US

Monday can wait

US
By SG
Fri, 03, 18

Sunday evening is not really the best part of the weekend. It is the time when you realize you have been acting....

TIGHT SPOT

Sunday evening is not really the best part of the weekend. It is the time when you realize you have been acting like a sloth all weekend. You had noble plans and you wanted to do everything that was supposed to make your life better, but you couldn’t stand against the forces of laziness. You protest, “When else can I indulge in watching funny videos, scrolling down my Facebook newsfeed and playing video games if not on Sunday?”

But heaps of dirty laundry, several unfinished assignments and art projects are calling you; when will you tick off these tasks from your list?

While slouched on the couch, your mind is constantly asking you questions that you don’t want to answer. You know your weekend is ruined!

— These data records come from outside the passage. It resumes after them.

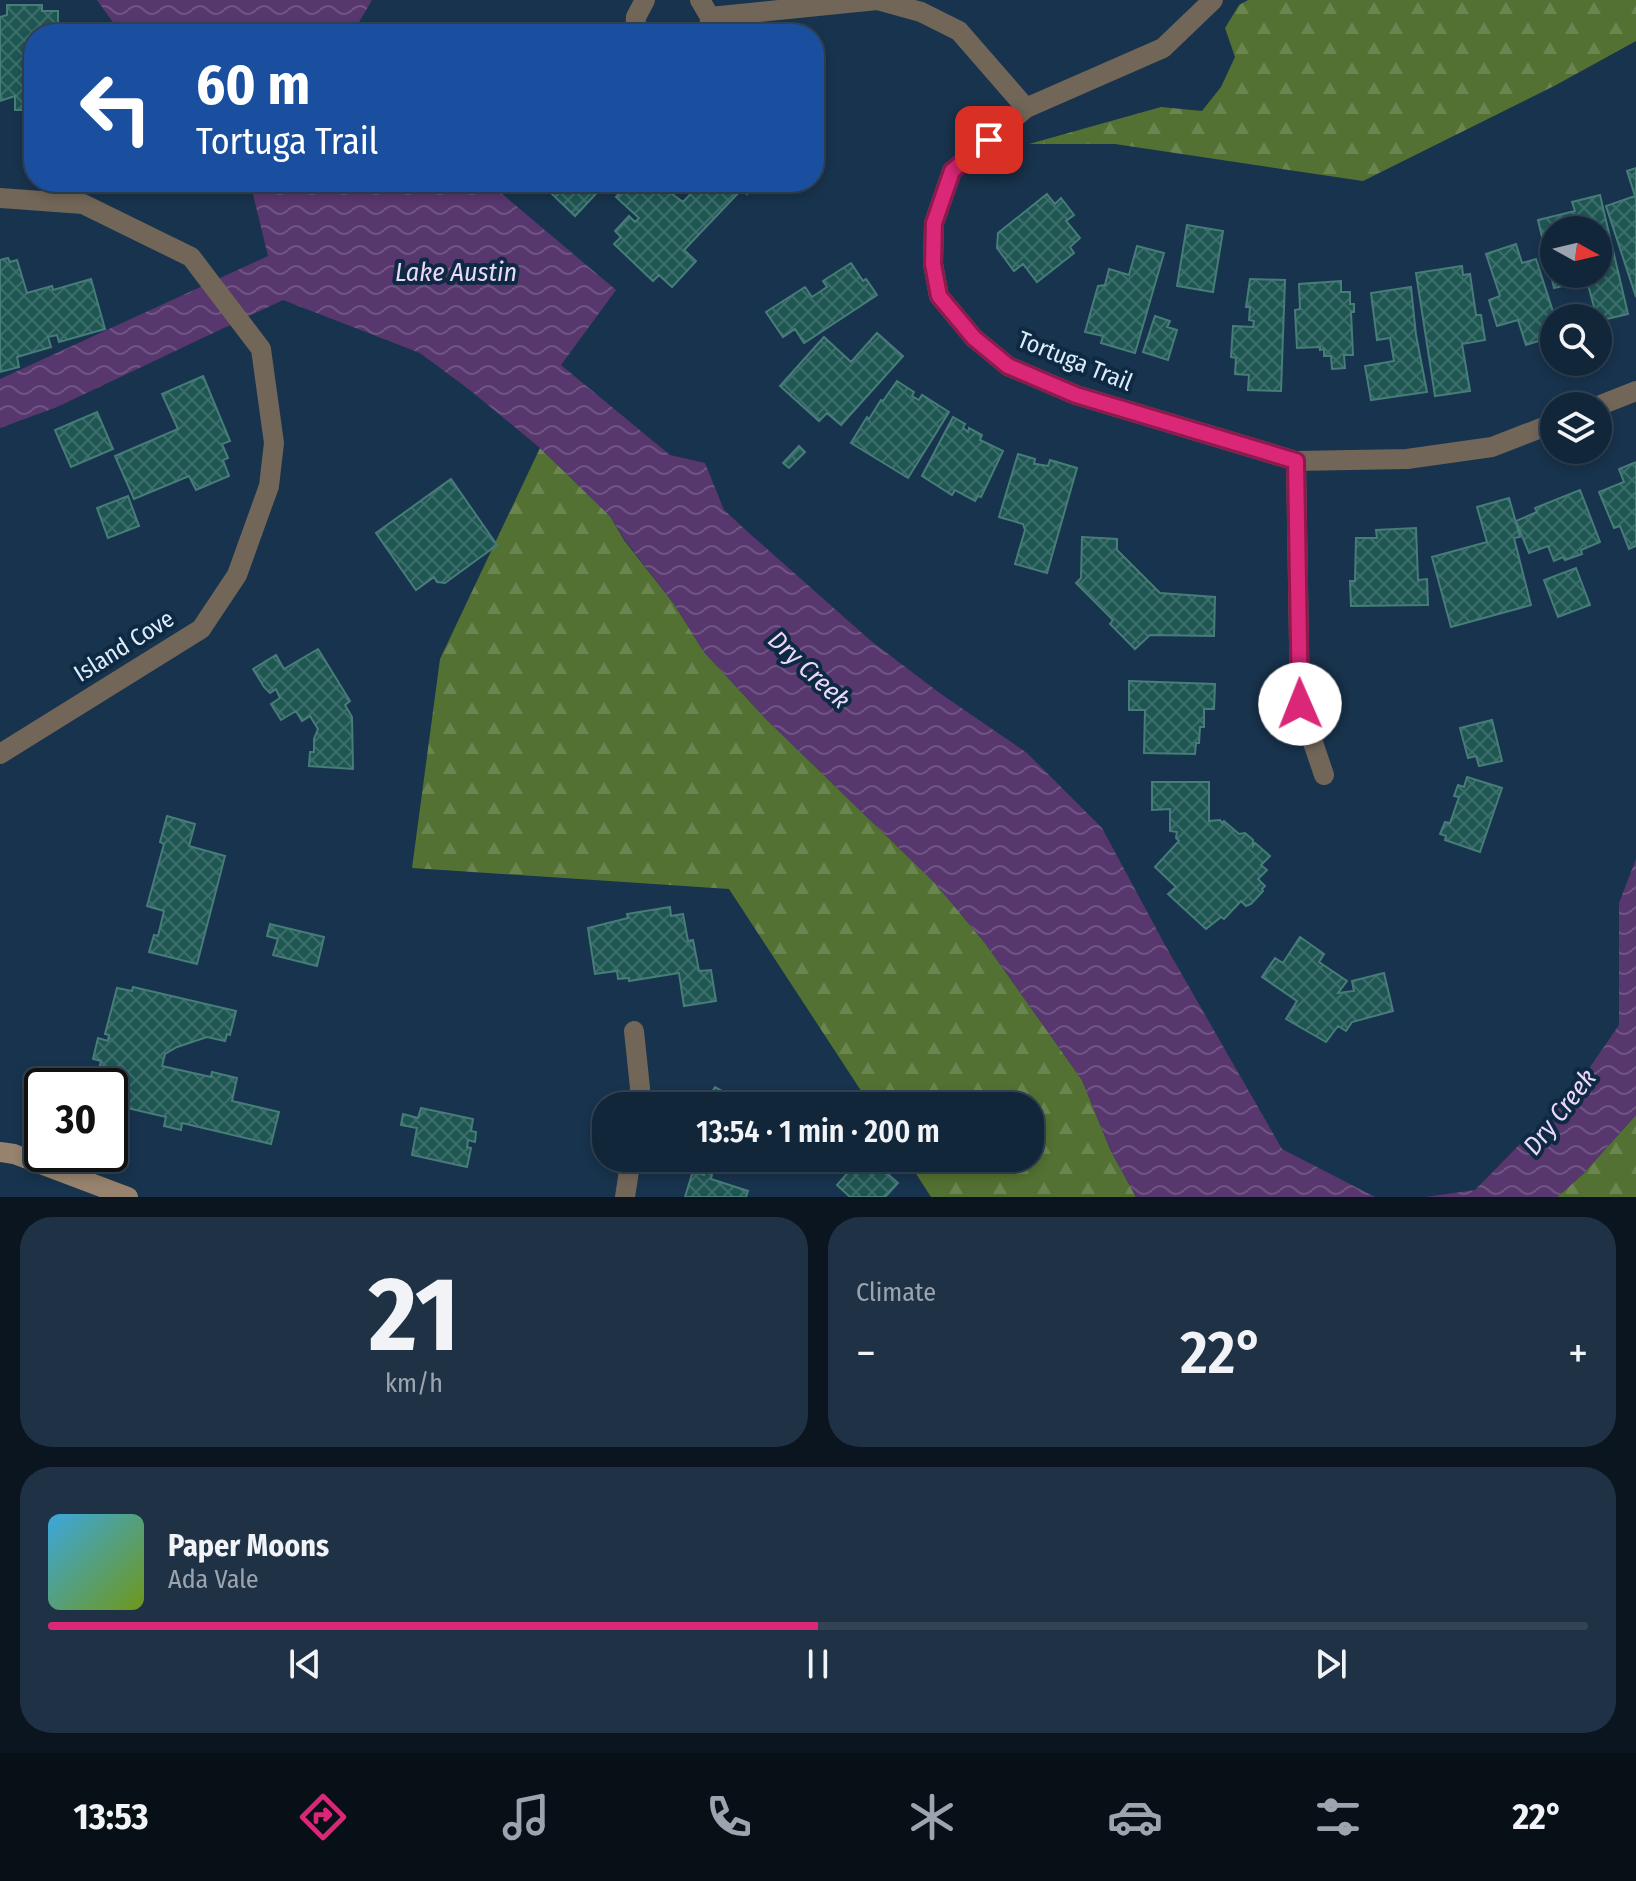 <!DOCTYPE html>
<meta charset="utf-8">
<style>
:root{--surface:#12263a;--page:#1f3245;--text:#f1f3f6;--muted:#9ca5af;--line:#314354;--accent:#db2777}
body{margin:0;font-family:"Fira Sans Condensed",sans-serif;background:var(--page);color:var(--text);height:100vh;display:flex;flex-direction:column;font-size:30px;white-space:nowrap}
*{box-sizing:border-box;margin:0}
p{font-size:26px;color:var(--muted)}
.icon{flex:none;width:44px;height:44px;fill:none;stroke:currentColor;stroke-width:2;stroke-linecap:round;stroke-linejoin:round}
.map{position:relative;height:1197px;overflow:hidden}
.drawer{display:flex;flex-direction:column;gap:20px;padding:20px;background:#0a1520;flex:1}
.drawer>*{flex:none}
.hud{position:absolute;left:24px;top:24px;width:800px;height:168px;border-radius:32px;box-shadow:0 4px 12px #0003,0 0 0 2px var(--line);background:#1a4fa0;color:#fff;overflow:hidden}
.needle{width:52px;rotate:98deg}
.fabs{position:absolute;left:1540px;top:216px;display:grid;gap:16px}
.fabs a{display:grid;place-items:center;width:72px;height:72px;border-radius:50%;background:var(--surface);box-shadow:0 4px 12px #0003,0 0 0 2px var(--line);font-size:40px}
.speed{position:absolute;left:24px;top:1068px;display:flex;gap:16px;font-size:40px;font-weight:700;text-align:center}
.speed>*{display:grid;place-content:center;width:104px;height:104px;border-radius:50%;background:var(--surface);box-shadow:0 4px 12px #0003,0 0 0 2px var(--line);line-height:1}
.speed .limit{border:4px solid #111;border-radius:12px;background:#fff;color:#111}
.pin{position:absolute;display:grid;place-items:center;width:68px;height:68px;color:#fff;margin:-34px;border-radius:16px;box-shadow:0 4px 12px #0006}
.me{position:absolute;width:88px;margin:-44px;rotate:359deg;stroke-linejoin:round;filter:drop-shadow(0 0 6px #0008)}
.turn{display:flex;align-items:center;gap:28px;height:168px;padding:0 40px;font-size:36px}
.turn .icon{width:104px;height:104px;stroke-width:2.5}
.turn b{display:block;font-size:56px;line-height:68px}
.big{font-size:60px;font-weight:600;line-height:1.1}
.drawer .tile{flex:1;display:flex;flex-direction:column;justify-content:center;gap:12px;min-width:0;padding:0 28px;border-radius:32px;background:var(--page)}
.drawer .dial{align-items:center;gap:0}
.dial b{font-size:104px;line-height:1}
.song{display:flex;align-items:center;gap:24px}
.cover{width:96px;height:96px;border-radius:12px;background:linear-gradient(135deg,hsl(200 70% 55%),hsl(80 70% 35%))}
.played{height:8px;border-radius:4px;background:linear-gradient(90deg,var(--accent) 50%,var(--line) 50%)}
.keys{display:flex;justify-content:space-around;direction:ltr}
.heat{display:flex;justify-content:space-between;align-items:center;font-size:44px;direction:ltr}
.drawer .tiles{flex:1;display:grid;gap:20px;grid-template-columns:1fr 1fr}
.tile:last-child{grid-column:span 2}
.trip{position:absolute;left:592px;top:1092px;width:452px;height:80px;border-radius:32px;background:var(--surface);box-shadow:0 4px 12px #0003,0 0 0 2px var(--line);font-weight:600;line-height:80px;text-align:center}
.dock{display:flex;height:128px;justify-content:space-around;align-items:center;background:#070f17;color:var(--muted)}
.dock .icon{width:56px;height:56px}
.dock .active{color:var(--accent)}
.dock b{font-size:36px;color:var(--text)}
.map>svg:first-child{display:block}
.forest{fill:url(#forest-firs)}
.water{fill:url(#water-waves)}
.building{fill:url(#building-cross-hatch);stroke:#477d79;stroke-width:2}
.lines{fill:none;stroke-linecap:round;stroke-linejoin:round}
.street{stroke:#726658;stroke-width:20}
.secondary{stroke:#97836d;stroke-width:20}
.route-casing{stroke:#8e194d;stroke-width:20}
.route{stroke:#db2777;stroke-width:14}
.labels{text-anchor:middle;dominant-baseline:central;stroke-width:8;stroke-linejoin:round;paint-order:stroke}
.street-label{font-size:24px;fill:#dcecfd;stroke:#0e2942}
.water-label{font-size:26px;font-style:italic;fill:#ebd8fa;stroke:#0e2942}
</style>
<div class="map">
<svg width="1636" height="1197" viewBox="0 0 1636 1197">
<defs>
<pattern id="forest-firs" width="22" height="20" patternUnits="userSpaceOnUse" patternTransform="scale(2)"><rect width="22" height="20" fill="#537132"/><path d="M5 1l3.5 6h-7zM16 11l3.5 6h-7z" fill="#6b8551"/></pattern>
<pattern id="water-waves" width="16" height="10" patternUnits="userSpaceOnUse" patternTransform="scale(2)"><rect width="16" height="10" fill="#58376e"/><path d="M0 5q4-4 8 0t8 0" fill="none" stroke="#6f5484"/></pattern>
<pattern id="building-cross-hatch" width="8" height="8" patternUnits="userSpaceOnUse" patternTransform="scale(2)"><rect width="8" height="8" fill="#1e5652"/><path d="M0 0l8 8M0 8l8-8" fill="none" stroke="#3e6e6c"/></pattern>
</defs>
<rect width="100%" height="100%" fill="#18334d"/>
<path class="forest" d="M1248,0H1636V41L1556,85L1363,181L1115,144H1029L1161,107L1202,111L1221,87L1235,57L1225,28L1239,5Z
M540,448L610,516L624,540L674,604L704,652L766,719L935,883L985,943L1082,1080L1110,1149L1136,1197H931L906,1158H1030V1106H871L729,889L412,868L440,659Z
M1636,1115V1197H1557L1583,1174Z"/>
<path class="water" d="M97,0H372L352,34H124L117,28Z
M250,182H488L616,290L561,365L670,455L705,463L724,510L749,533L871,641L941,694L1027,753L1102,828L1165,945L1282,1149L1375,1197H1136L1110,1149L1082,1080L985,943L935,883L766,719L704,652L674,604L624,539L610,516L540,448L471,391L420,353L283,300L57,407L0,428V379L268,256Z
M1636,859V1115L1583,1174L1557,1197H1425L1475,1190L1577,1086L1619,1025V903Z"/>
<path class="building" d="M7,5H42V11H58V31H73V34H34V110H15V96L0,101V17L7,15Z
M1636,168V297L1606,206L1635,196L1627,171Z
M564,182H607L575,216L552,194Z
M630,182H677L668,191L683,202L702,182H758L747,194L742,189L684,250L696,261L672,287L659,275L653,281L614,244L621,237L615,231L629,216L635,222L639,218L616,197Z
M1047,194L1055,204L1061,198L1074,215L1066,221L1080,238L1070,247L1074,253L1037,282L1023,264L1014,271L997,248L998,233Z
M1600,195L1628,314L1598,321L1585,274H1598V230H1554V274H1577L1579,282L1554,288L1538,220L1575,211L1572,202Z
M1187,225L1223,231L1213,292L1177,286Z
M1516,244L1522,263L1536,259L1555,318L1554,336L1526,345L1518,320L1497,326L1489,300L1500,296L1486,254Z
M1137,246L1164,253L1135,353L1101,343L1103,336L1085,332L1098,286L1105,285L1109,269L1129,275Z
M8,258L10,262L17,260L27,293L52,286L53,290L91,279L105,329L59,342L57,335L48,337L51,347L17,357L19,367L0,372V260Z
M851,263L863,281L866,279L877,295L804,343L795,329L783,337L766,312L805,287L812,297L827,287L823,281Z
M1462,266L1463,275L1470,274L1476,315H1481L1485,340L1462,344L1470,391L1435,396L1416,273Z
M1250,279L1285,280L1281,391L1248,390L1249,375L1235,374L1236,358L1231,357L1233,326L1253,327L1254,321L1249,320L1250,307H1246Z
M1341,281V292H1350V304H1354V312H1351L1353,355H1344L1345,368L1332,369L1331,356H1324V349L1320,350V347L1297,348L1295,310L1300,309L1299,284Z
M1411,287L1416,335L1427,392L1371,400L1365,366L1394,361L1390,338L1377,340L1371,293Z
M1155,316L1170,321L1167,327L1177,330L1168,360L1143,352Z
M877,333L903,356L841,425L827,413L819,421L780,386L824,337L851,362Z
M203,376L230,441L222,444L228,458L223,460L229,476L196,490L189,476L134,499L115,456L178,429L162,394Z
M897,381L914,392L912,396L919,400L922,395L949,412L908,478L851,443L867,417L869,419L881,400L883,401Z
M97,412L113,449L71,467L55,430Z
M953,417L965,424L963,428L968,432L969,428L982,435L980,440L1003,451L981,497L978,496L975,501L955,490L952,495L922,476Z
M799,446L805,452L789,468L783,463Z
M1018,454L1035,459L1034,464H1036L1048,466L1050,460L1077,468L1047,573L1015,564L1025,530L1023,524L999,517Z
M1636,462V546L1629,549L1620,526L1614,528L1599,492L1624,482L1619,469Z
M451,479L497,545L445,583L437,582L434,577L416,590L376,533Z
M1580,490L1600,542L1581,550L1582,554L1565,560L1563,557L1554,561L1548,546L1529,553L1516,521L1537,512L1535,508Z
M128,496L139,526L108,538L97,508Z
M1509,498L1520,537L1514,538L1531,605L1451,627L1432,557L1487,542L1477,507Z
M1416,528L1418,580L1427,579L1428,605L1351,606L1350,581H1355L1356,538H1377L1376,530Z
M1082,537L1117,539V550L1160,593L1215,597L1214,636L1150,635L1135,649L1110,624L1113,620L1076,583L1081,578Z
M1576,568L1590,605L1558,617L1544,580Z
M318,649L350,701L345,705L352,717L353,769L309,766L310,752H314V739L318,729L310,716L302,721L296,711L281,720L271,704L280,698L276,689L270,693L264,687L253,669L276,655L284,669Z
M1129,681L1215,684L1214,709H1204V727H1200L1199,743H1196L1195,754L1144,753L1145,710H1129Z
M1492,720L1502,761L1479,766L1476,756L1468,758L1460,728Z
M1467,777L1502,788L1480,852L1445,840L1446,836L1440,834L1445,822L1450,823L1459,797L1454,796L1458,785L1464,787Z
M1152,782H1209V821L1220,820L1222,823L1224,821L1239,834L1245,833L1253,840V846L1255,843L1270,856L1261,865L1267,870L1258,879L1265,886L1262,889L1263,891L1251,904L1246,906L1241,901L1224,919L1221,917L1206,929L1168,894L1176,887L1155,867L1179,841L1176,838L1177,832L1170,831V809L1152,810Z
M167,816L195,824L189,846L225,856L197,964L149,952L154,935L158,936L164,911L147,906L164,844L160,842Z
M670,907L671,916L683,914L688,941L693,940L699,971L711,970L716,1001L684,1006L679,973L629,981V978L618,979L617,971L595,974L588,928L628,918L627,914Z
M270,924L324,937L317,966L273,955L278,939L267,936Z
M1300,937L1324,954L1319,962L1347,981L1338,993L1354,991L1352,981L1384,973L1393,1011L1352,1022L1346,1031L1338,1026L1326,1042L1286,1019L1297,1001L1262,977L1275,958L1283,963Z
M133,987L236,1011L230,1035L227,1034L225,1041L207,1037L177,1047L165,1054L162,1066L211,1077L212,1072L237,1078L232,1101L279,1112L271,1144L182,1123L181,1130L164,1126L166,1117L110,1104V1086H95L101,1061L93,1059L98,1038L108,1041L109,1035L105,1034L117,988L132,991Z
M715,1087L749,1106H704Z
M421,1108L473,1119L471,1131L476,1132L475,1142L468,1140L467,1147L471,1148L467,1167L412,1155L417,1128L401,1125L403,1114L418,1118Z
M861,1158H870L898,1183L885,1197H850L837,1185Z
M693,1171L704,1175L705,1172L712,1174L711,1179L748,1191L746,1197H685Z"/>
<g class="lines">
<path class="street" d="M700,0L710,17L709,34
M878,0L921,12L959,31L1026,108
M1213,0L1163,48L1026,108L952,171L934,223L933,264L939,296L974,338L1008,366L1076,395L1296,461L1407,459L1492,447L1554,423
M710,17L877,0
M635,34L636,17L645,0
M0,198L83,204L191,257L261,349L274,443L269,486L237,575L201,629L0,754
M1598,406L1636,391
M1296,461L1300,704L1324,775
M634,1031L640,1088L638,1106
M625,1197L631,1158"/>
<path class="secondary" d="M0,1152L14,1154L128,1197"/>
</g>
<g class="lines">
<defs>
<path id="route" d="M989,140L952,171L934,223L933,264L939,296L974,338L1008,366L1076,395L1296,461L1300,704"/>
</defs>
<use href="#route" class="route-casing"/>
<use href="#route" class="route"/>
</g>
<g class="labels">
<g class="street-label">
<text transform="translate(1075 361) rotate(22)">Tortuga Trail</text>
<text transform="translate(124 646) rotate(-32)">Island Cove</text>
</g>
<g class="water-label">
<text x="456" y="272">Lake Austin</text>
<text transform="translate(809 670) rotate(43)">Dry Creek</text>
<text transform="translate(1560 1112) rotate(-52)">Dry Creek</text>
</g>
</g>
</svg>
<div class="fabs">
<a><svg class="needle" viewBox="-14 -14 28 28"><path d="M0-13l5 13h-10z" fill="#e53935"/><path d="M0 13l5-13h-10z" fill="#9ca5af"/></svg></a>
<a><svg class="icon" aria-label="search" viewBox="0 0 24 24"><circle cx="10" cy="10" r="6"/><path d="M15 15l6 6"/></svg></a>
<a><svg class="icon" aria-label="layers" viewBox="0 0 24 24"><path d="M12 4l9 5-9 5-9-5zM3 14l9 5 9-5"/></svg></a>
</div>
<div class="speed"><div class="limit">30</div></div>
<div class="pin" style="left:989px;top:140px;background:#d93025"><svg class="icon" aria-label="arrive" viewBox="0 0 24 24"><path d="M6 21V4h12l-3 4 3 4H6"/></svg></div>
<svg class="me" style="left:1300px;top:704px" viewBox="-20 -20 40 40"><circle r="19" fill="#fff"/><path d="M0-13L10 11 0 6-10 11z" fill="#db2777"/></svg>
<div class="trip">13:54 · 1 min · 200 m</div>
<div class="hud">
<div class="turn"><svg class="icon" aria-label="left" viewBox="0 0 24 24"><path d="M17 20v-9H6M10 6l-5 5 5 5"/></svg><div><b>60 m</b>Tortuga Trail</div></div>
</div>
</div>
<section class="drawer">
<div class="tiles">
<div class="tile dial"><b>21</b><p>km/h</p></div>
<div class="tile"><p>Climate</p>
<div class="heat"><a>−</a><b class="big">22°</b><a>+</a></div>
</div>
<div class="tile">
<div class="song"><i class="cover"></i><div><b>Paper Moons</b><p>Ada Vale</p></div></div>
<div class="played"></div>
<div class="keys"><svg class="icon" aria-label="previous" viewBox="0 0 24 24"><path d="M18 5L8 12l10 7zM5 5v14"/></svg><svg class="icon" aria-label="pause" viewBox="0 0 24 24"><path d="M8 5v14M16 5v14"/></svg><svg class="icon" aria-label="next" viewBox="0 0 24 24"><path d="M6 5l10 7-10 7zM19 5v14"/></svg></div>
</div>
</div>
</section>
<nav class="dock">
<b>13:53</b>
<svg class="icon active" aria-label="directions" viewBox="0 0 24 24"><path d="M12 3l9 9-9 9-9-9zM9 14v-3h6M13 9l2 2-2 2"/></svg>
<svg class="icon" aria-label="music" viewBox="0 0 24 24"><path d="M9 18V5l10-2v13"/><circle cx="6" cy="18" r="3"/><circle cx="16" cy="16" r="3"/></svg>
<svg class="icon" aria-label="phone" viewBox="0 0 24 24"><path d="M5 4h4l2 5-3 2q2 4 5 5l2-3 5 2v4C11 20 4 13 5 4z"/></svg>
<svg class="icon" aria-label="climate" viewBox="0 0 24 24"><path d="M12 3v18M4 7l16 10M4 17L20 7"/></svg>
<svg class="icon" aria-label="car" viewBox="0 0 24 24"><path d="M5 17H2v-5l4-1 3-4h7l3 4 3 1v5h-3M9 17h6M6 11h13"/><circle cx="7" cy="17" r="2"/><circle cx="17" cy="17" r="2"/></svg>
<svg class="icon" aria-label="filters" viewBox="0 0 24 24"><path d="M4 7h16M4 17h16"/><circle cx="9" cy="7" r="2"/><circle cx="15" cy="17" r="2"/></svg>
<b>22°</b>
</nav>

Guys, weekend is too short to put your life together. Why not just focus on enjoying ourselves on Sunday because we can always work on Monday!

Like always, students are the most vulnerable creatures; some students who struggled with Sunday night blues all their lives share how they were able to deal with them.

We’re all in the same sinking ship

Don’t you feel better when you know your friend is as miserable as you are? Oh, every friend does! I keep an eye on my friend’s activities, so calling Bina - the sincerest of my buddies - every Sunday evening has become a ritual now. I cautiously ask her if she has studied anything over the weekend, and she always answers frantically, “No, I have not even touched my books!” I heave a sigh of relief and put down the phone.

It’s weird but it works; to know that your friends are with you in the same sinking ship is the best feeling. Always connect with your friends - only the lazy ones - when you are lagging behind in studies. At least you will have your friend by your side when your teacher kicks you out of the class.

Sundays are all yours!

I never liked Sundays; dealing with guests that stayed too long, doing the dishes when they left and finishing up the most tedious college projects were things I despised the most. We are always ready to sacrifice our weekend! Sunday is supposed to be spent on things that make us happy, but we always find ourselves drowning in all kinds of extra work. Accept that weekend means putting on comfy clothes and taking frequent naps and not worrying about work too much. Don’t burden yourself with extraneous tasks; you can always get back to them in the weekdays.

Look for the silver lining

As soon as anxiety kicks into your Sunday life, sit and jot down everything you have done during the weekend. Mention everything; write about your stalking adventures, your secret concerts in the shower, and that you tried on Mom’s new makeup. After you get the list, figure out what you learned from each activity. For example, by singing in the shower you learned that your voice sucks and you can’t be a singer and with mom’s new gel liner you can create perfect cat eyes; don’t take any sort of learning for granted. And it’s perfectly fine if you see you learned nothing from a particular activity; anyway, what would you really learn from mindlessly stalking Riz Ahmed and Ali Zafar who are least bothered about their fans?

Try to understand that everything that doesn’t qualify as “work” is not necessarily a waste of time. Every experience - no matter how senseless it is - ends up teaching you something. Sunday can be easily dedicated to this senselessness without feeling any guilt at all.

Sign out

We all enjoy memes, gifs and videos that capitalize on the assumption that people hate Monday. When my friends shared those memes with me, the captions on them would speak to my heart. “Monday again? You’ve to be kidding me” or “Sunday, come back!” or “Dear Monday, nobody likes you” were just few of them that described exactly how I felt on Sunday nights.

With time I began to understand the negative effects of such content on social media. I noticed on Sundays when my Wi-Fi wouldn’t work, I felt lighter and less stressed. Thanks to my pathetic internet service, I realized Monday was just another day! And to worry about it on Sunday is useless. Like exercise is solution to all your health problems, signing out from social media is solution to all your anxieties.

Just plan

Sometimes nothing seems to work and you feel like collapsing on Sunday night thinking about the work you have not been able to do on the weekend. In this case, sketching a plan will certainly calm you down. Make your to-do lists again, schedule tasks in the calendar, set reminders and promise yourself that you are going to be punctual, and that you are going to concentrate on important things in life. Even though you know you are not going to stick to your plans, these fake plans will trick your mind into feeling better.

An active body worries less

If you spend your entire weekend on the couch, chances are greater that you will feel groggier on Sunday night. Binge-watching TV shows all weekend might sound relaxing, but it’s less enjoyable than you think. Also engage yourself in active leisure; go out for a stroll, play badminton with neighbours’ kids, check out your local library, or plan a picnic with your family. Make sure at the end of the day you are too tired to worry.